In 'White Sand, Red Millet, Many Flowers' for example, he draws inspiration from the land of his birth: India. Objects reminiscent of the decorative elements in Indian temples or Buddhist stupas have been covered with thick layers of gleaming pigment powder in red, yellow and black.
Working with stone for 'Wound', Kapoor has cut a gash in the inner faces of two stones and filled it with deep red pigment. The gash continues along the front of the wall where the stones come together to form a V. The deep red colour emphasizes the organic element. The title of the work calls up numerous images before our inner eye and points to an interpretation.
The centrepiece of the show, 'Symphony for a Beloved Sun', is a new creation that fills the gallery's main atrium. Emerging from holes in walls and a trapdoor in the floor, conveyor belts rise skywards, carrying big rectangular blocks of viscous, wine-red wax. As the wax moves up, it produces a squelching sound before falling off the end of the belt and landing with a satisfying splat on the linoleum floor.
Enlarge image Anish Kapoor in his studio (© Mark Power / Magnum Photos ) 'Symphony for a Beloved Sun' is a nod to one of Kapoor's heroes, the late German sculptor Joseph Beuys, who exhibited in the same atrium space shortly after the building's postwar restoration, in 1982.

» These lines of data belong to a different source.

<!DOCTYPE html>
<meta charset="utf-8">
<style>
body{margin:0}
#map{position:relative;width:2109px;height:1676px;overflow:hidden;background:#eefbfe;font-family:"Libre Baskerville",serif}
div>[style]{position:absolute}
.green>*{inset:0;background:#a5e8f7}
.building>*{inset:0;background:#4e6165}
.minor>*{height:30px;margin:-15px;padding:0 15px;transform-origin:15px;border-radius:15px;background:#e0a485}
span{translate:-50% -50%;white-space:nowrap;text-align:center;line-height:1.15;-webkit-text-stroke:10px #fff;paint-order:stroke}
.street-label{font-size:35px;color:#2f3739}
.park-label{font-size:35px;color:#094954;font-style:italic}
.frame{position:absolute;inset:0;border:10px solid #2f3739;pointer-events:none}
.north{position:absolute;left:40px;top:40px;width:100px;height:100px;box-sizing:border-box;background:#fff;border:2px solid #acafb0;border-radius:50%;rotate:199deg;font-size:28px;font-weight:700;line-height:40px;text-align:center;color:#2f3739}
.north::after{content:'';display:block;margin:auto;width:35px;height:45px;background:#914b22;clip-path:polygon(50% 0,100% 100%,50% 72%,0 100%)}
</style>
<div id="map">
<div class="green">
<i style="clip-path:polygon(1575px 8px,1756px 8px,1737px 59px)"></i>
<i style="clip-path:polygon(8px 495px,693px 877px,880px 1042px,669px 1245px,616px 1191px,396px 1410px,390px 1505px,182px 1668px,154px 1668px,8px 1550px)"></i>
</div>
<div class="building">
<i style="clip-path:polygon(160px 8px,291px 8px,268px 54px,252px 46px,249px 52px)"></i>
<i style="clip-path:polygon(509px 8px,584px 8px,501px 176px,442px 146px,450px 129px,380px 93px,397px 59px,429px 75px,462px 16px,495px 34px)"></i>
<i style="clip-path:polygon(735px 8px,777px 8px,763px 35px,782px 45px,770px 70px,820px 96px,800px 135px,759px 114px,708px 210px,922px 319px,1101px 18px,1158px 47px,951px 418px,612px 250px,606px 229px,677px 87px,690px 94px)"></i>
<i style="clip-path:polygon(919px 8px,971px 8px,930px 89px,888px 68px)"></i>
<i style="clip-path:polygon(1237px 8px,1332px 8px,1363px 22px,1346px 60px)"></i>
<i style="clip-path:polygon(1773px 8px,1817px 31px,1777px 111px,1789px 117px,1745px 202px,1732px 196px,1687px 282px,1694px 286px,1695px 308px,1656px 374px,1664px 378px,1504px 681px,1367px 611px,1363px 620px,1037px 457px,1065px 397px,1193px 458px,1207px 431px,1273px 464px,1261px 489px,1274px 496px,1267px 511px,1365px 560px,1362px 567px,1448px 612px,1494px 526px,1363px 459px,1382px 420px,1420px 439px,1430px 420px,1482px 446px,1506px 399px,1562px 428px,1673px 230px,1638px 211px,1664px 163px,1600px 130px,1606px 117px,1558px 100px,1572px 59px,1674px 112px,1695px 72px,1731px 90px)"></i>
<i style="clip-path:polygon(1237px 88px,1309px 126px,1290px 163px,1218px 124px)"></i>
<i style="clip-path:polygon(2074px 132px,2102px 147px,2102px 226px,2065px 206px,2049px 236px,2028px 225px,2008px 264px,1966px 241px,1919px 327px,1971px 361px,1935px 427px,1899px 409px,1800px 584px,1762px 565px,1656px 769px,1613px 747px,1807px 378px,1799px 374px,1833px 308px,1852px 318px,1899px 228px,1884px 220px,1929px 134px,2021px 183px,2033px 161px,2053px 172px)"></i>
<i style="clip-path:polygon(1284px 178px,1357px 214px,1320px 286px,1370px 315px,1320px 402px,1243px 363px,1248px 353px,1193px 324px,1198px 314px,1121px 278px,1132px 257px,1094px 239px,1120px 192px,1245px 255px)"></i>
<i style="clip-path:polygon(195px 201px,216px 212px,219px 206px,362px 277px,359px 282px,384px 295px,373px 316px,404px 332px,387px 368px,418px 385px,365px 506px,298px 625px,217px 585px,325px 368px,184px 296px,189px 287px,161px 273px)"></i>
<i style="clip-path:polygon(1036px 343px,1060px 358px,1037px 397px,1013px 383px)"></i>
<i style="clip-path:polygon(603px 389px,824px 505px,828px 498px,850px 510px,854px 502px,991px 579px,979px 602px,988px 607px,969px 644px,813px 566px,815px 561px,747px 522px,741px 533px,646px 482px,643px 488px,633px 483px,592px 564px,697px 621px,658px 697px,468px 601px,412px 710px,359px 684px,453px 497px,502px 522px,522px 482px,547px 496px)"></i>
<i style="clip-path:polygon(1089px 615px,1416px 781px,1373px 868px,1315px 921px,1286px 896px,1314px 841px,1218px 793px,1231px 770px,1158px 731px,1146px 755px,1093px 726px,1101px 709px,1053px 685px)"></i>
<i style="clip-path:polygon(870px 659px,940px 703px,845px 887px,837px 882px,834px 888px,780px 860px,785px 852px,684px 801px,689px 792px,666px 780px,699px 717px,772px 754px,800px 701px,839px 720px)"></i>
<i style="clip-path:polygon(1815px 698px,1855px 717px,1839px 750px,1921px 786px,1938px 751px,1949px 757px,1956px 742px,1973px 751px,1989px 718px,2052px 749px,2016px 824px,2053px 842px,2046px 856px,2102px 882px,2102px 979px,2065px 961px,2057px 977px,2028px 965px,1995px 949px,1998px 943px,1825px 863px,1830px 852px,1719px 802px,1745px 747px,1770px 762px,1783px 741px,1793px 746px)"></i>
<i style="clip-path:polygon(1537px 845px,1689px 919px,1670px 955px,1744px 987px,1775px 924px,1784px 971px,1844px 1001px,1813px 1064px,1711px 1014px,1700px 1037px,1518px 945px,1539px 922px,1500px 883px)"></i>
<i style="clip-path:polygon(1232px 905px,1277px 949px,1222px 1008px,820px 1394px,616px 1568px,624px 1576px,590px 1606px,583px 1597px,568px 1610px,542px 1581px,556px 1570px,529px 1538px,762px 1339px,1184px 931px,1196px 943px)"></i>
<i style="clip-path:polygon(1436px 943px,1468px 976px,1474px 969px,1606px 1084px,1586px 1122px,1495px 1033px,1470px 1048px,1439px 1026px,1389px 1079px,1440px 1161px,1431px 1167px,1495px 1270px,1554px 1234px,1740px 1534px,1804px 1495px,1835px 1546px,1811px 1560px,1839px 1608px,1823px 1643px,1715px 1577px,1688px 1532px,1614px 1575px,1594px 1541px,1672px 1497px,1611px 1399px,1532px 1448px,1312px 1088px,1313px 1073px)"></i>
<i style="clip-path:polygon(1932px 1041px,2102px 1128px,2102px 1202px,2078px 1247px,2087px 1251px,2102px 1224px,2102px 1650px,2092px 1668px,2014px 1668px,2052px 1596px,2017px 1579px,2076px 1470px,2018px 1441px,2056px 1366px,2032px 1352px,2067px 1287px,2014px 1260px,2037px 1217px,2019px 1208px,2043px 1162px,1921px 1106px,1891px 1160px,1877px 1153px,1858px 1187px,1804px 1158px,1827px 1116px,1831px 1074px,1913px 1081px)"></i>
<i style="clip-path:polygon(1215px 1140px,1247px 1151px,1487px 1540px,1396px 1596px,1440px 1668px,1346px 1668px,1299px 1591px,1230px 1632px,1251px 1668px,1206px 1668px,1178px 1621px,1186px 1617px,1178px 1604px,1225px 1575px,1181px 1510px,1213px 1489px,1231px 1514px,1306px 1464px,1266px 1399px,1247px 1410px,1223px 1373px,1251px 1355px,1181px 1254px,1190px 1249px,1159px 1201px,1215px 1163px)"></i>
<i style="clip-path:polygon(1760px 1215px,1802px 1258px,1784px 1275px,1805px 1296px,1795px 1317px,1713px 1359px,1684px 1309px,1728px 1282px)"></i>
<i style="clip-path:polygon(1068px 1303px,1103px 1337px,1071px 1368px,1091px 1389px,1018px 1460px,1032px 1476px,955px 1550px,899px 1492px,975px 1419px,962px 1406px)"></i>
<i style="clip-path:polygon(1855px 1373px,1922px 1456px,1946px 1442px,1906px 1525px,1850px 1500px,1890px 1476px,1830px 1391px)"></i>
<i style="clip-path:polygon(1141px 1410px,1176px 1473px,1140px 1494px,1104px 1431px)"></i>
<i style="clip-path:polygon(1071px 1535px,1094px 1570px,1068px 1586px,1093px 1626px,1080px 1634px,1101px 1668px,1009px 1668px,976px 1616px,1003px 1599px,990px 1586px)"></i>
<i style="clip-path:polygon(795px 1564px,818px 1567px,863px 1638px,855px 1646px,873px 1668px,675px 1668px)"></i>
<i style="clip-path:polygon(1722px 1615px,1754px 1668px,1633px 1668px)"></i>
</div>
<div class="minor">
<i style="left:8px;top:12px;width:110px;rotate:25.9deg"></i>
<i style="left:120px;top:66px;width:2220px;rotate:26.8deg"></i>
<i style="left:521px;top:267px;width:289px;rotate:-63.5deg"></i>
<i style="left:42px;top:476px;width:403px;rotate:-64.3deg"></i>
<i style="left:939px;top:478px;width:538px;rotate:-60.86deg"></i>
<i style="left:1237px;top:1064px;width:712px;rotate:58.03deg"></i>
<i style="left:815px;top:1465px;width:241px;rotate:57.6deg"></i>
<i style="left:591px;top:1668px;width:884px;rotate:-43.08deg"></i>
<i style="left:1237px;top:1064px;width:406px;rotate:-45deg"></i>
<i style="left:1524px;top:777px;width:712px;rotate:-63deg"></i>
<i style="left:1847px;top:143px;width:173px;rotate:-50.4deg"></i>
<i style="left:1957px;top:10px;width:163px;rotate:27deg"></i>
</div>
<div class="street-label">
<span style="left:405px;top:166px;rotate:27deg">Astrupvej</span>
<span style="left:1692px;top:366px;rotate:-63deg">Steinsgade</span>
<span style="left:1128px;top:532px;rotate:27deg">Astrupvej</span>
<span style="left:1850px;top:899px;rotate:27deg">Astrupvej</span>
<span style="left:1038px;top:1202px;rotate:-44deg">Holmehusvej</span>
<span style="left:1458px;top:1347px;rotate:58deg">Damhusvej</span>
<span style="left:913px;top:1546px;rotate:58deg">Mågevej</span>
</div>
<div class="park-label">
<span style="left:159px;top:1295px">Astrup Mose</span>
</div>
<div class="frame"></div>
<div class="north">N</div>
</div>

In his interview to the Guardian, Kapoor described exhibiting at the Martin-Gropius-Bau as both a challenge and an inspiration as he had to deal not just with its complicated, decorative interior but also with the history that envelops the building. "It's a building with a curious, difficult history that is inexorably linked to the history of Berlin," he said. "That's very potent. You can't make a show here without some reference to all of that. And it certainly makes a show here so much more interesting."